(Collected data entries)
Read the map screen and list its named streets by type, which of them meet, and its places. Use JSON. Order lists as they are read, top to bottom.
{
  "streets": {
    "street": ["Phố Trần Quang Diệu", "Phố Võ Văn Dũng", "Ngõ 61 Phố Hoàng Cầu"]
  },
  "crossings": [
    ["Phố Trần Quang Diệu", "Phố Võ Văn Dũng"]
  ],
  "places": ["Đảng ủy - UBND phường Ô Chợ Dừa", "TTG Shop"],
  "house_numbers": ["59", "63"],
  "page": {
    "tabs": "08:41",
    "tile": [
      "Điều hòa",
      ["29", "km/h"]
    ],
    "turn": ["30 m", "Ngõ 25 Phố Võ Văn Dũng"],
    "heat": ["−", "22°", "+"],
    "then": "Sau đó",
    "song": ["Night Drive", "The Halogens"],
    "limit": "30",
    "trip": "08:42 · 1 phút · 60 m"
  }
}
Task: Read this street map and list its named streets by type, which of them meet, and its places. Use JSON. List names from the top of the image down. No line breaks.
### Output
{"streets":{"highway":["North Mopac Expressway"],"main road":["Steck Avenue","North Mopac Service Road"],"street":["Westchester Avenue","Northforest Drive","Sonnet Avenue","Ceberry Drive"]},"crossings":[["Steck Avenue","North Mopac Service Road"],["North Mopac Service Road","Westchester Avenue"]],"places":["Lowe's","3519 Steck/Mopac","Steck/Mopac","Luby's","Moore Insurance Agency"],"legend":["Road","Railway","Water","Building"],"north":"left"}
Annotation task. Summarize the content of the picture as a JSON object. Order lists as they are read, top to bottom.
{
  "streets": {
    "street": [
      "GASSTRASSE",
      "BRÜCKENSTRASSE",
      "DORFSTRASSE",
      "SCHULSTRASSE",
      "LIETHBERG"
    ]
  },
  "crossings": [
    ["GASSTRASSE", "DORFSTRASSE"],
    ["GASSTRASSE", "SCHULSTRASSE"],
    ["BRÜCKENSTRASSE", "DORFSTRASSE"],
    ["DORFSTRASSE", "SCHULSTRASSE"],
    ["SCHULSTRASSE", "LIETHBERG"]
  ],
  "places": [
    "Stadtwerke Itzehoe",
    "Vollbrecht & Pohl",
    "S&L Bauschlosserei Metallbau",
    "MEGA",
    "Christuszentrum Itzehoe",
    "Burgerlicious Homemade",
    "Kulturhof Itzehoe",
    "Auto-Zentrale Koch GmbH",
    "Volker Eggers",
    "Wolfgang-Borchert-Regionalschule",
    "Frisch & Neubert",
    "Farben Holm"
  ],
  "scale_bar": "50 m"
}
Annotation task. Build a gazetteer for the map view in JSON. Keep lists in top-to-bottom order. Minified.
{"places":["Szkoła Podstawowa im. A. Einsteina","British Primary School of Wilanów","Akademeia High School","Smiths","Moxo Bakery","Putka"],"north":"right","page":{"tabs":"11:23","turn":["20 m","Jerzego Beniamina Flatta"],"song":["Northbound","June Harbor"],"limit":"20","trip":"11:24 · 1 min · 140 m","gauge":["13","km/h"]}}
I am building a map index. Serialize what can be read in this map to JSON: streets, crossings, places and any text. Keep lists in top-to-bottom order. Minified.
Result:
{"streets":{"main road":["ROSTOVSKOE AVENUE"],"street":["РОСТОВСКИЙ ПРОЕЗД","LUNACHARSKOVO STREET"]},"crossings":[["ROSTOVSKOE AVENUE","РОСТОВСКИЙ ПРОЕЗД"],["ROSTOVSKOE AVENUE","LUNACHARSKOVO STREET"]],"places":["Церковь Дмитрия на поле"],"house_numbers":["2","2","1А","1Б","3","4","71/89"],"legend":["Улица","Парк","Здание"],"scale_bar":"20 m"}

** EXERCISE AIM **
Retype the data in full, and keep every line identical to the original.

** TASK SOLUTION **
Read the map screen and list its named streets by type, which of them meet, and its places. Use JSON. Order lists as they are read, top to bottom.
{
  "streets": {
    "street": ["Phố Trần Quang Diệu", "Phố Võ Văn Dũng", "Ngõ 61 Phố Hoàng Cầu"]
  },
  "crossings": [
    ["Phố Trần Quang Diệu", "Phố Võ Văn Dũng"]
  ],
  "places": ["Đảng ủy - UBND phường Ô Chợ Dừa", "TTG Shop"],
  "house_numbers": ["59", "63"],
  "page": {
    "tabs": "08:41",
    "tile": [
      "Điều hòa",
      ["29", "km/h"]
    ],
    "turn": ["30 m", "Ngõ 25 Phố Võ Văn Dũng"],
    "heat": ["−", "22°", "+"],
    "then": "Sau đó",
    "song": ["Night Drive", "The Halogens"],
    "limit": "30",
    "trip": "08:42 · 1 phút · 60 m"
  }
}
Task: Read this street map and list its named streets by type, which of them meet, and its places. Use JSON. List names from the top of the image down. No line breaks.
### Output
{"streets":{"highway":["North Mopac Expressway"],"main road":["Steck Avenue","North Mopac Service Road"],"street":["Westchester Avenue","Northforest Drive","Sonnet Avenue","Ceberry Drive"]},"crossings":[["Steck Avenue","North Mopac Service Road"],["North Mopac Service Road","Westchester Avenue"]],"places":["Lowe's","3519 Steck/Mopac","Steck/Mopac","Luby's","Moore Insurance Agency"],"legend":["Road","Railway","Water","Building"],"north":"left"}
Annotation task. Summarize the content of the picture as a JSON object. Order lists as they are read, top to bottom.
{
  "streets": {
    "street": [
      "GASSTRASSE",
      "BRÜCKENSTRASSE",
      "DORFSTRASSE",
      "SCHULSTRASSE",
      "LIETHBERG"
    ]
  },
  "crossings": [
    ["GASSTRASSE", "DORFSTRASSE"],
    ["GASSTRASSE", "SCHULSTRASSE"],
    ["BRÜCKENSTRASSE", "DORFSTRASSE"],
    ["DORFSTRASSE", "SCHULSTRASSE"],
    ["SCHULSTRASSE", "LIETHBERG"]
  ],
  "places": [
    "Stadtwerke Itzehoe",
    "Vollbrecht & Pohl",
    "S&L Bauschlosserei Metallbau",
    "MEGA",
    "Christuszentrum Itzehoe",
    "Burgerlicious Homemade",
    "Kulturhof Itzehoe",
    "Auto-Zentrale Koch GmbH",
    "Volker Eggers",
    "Wolfgang-Borchert-Regionalschule",
    "Frisch & Neubert",
    "Farben Holm"
  ],
  "scale_bar": "50 m"
}
Annotation task. Build a gazetteer for the map view in JSON. Keep lists in top-to-bottom order. Minified.
{"places":["Szkoła Podstawowa im. A. Einsteina","British Primary School of Wilanów","Akademeia High School","Smiths","Moxo Bakery","Putka"],"north":"right","page":{"tabs":"11:23","turn":["20 m","Jerzego Beniamina Flatta"],"song":["Northbound","June Harbor"],"limit":"20","trip":"11:24 · 1 min · 140 m","gauge":["13","km/h"]}}
I am building a map index. Serialize what can be read in this map to JSON: streets, crossings, places and any text. Keep lists in top-to-bottom order. Minified.
Result:
{"streets":{"main road":["ROSTOVSKOE AVENUE"],"street":["РОСТОВСКИЙ ПРОЕЗД","LUNACHARSKOVO STREET"]},"crossings":[["ROSTOVSKOE AVENUE","РОСТОВСКИЙ ПРОЕЗД"],["ROSTOVSKOE AVENUE","LUNACHARSKOVO STREET"]],"places":["Церковь Дмитрия на поле"],"house_numbers":["2","2","1А","1Б","3","4","71/89"],"legend":["Улица","Парк","Здание"],"scale_bar":"20 m"}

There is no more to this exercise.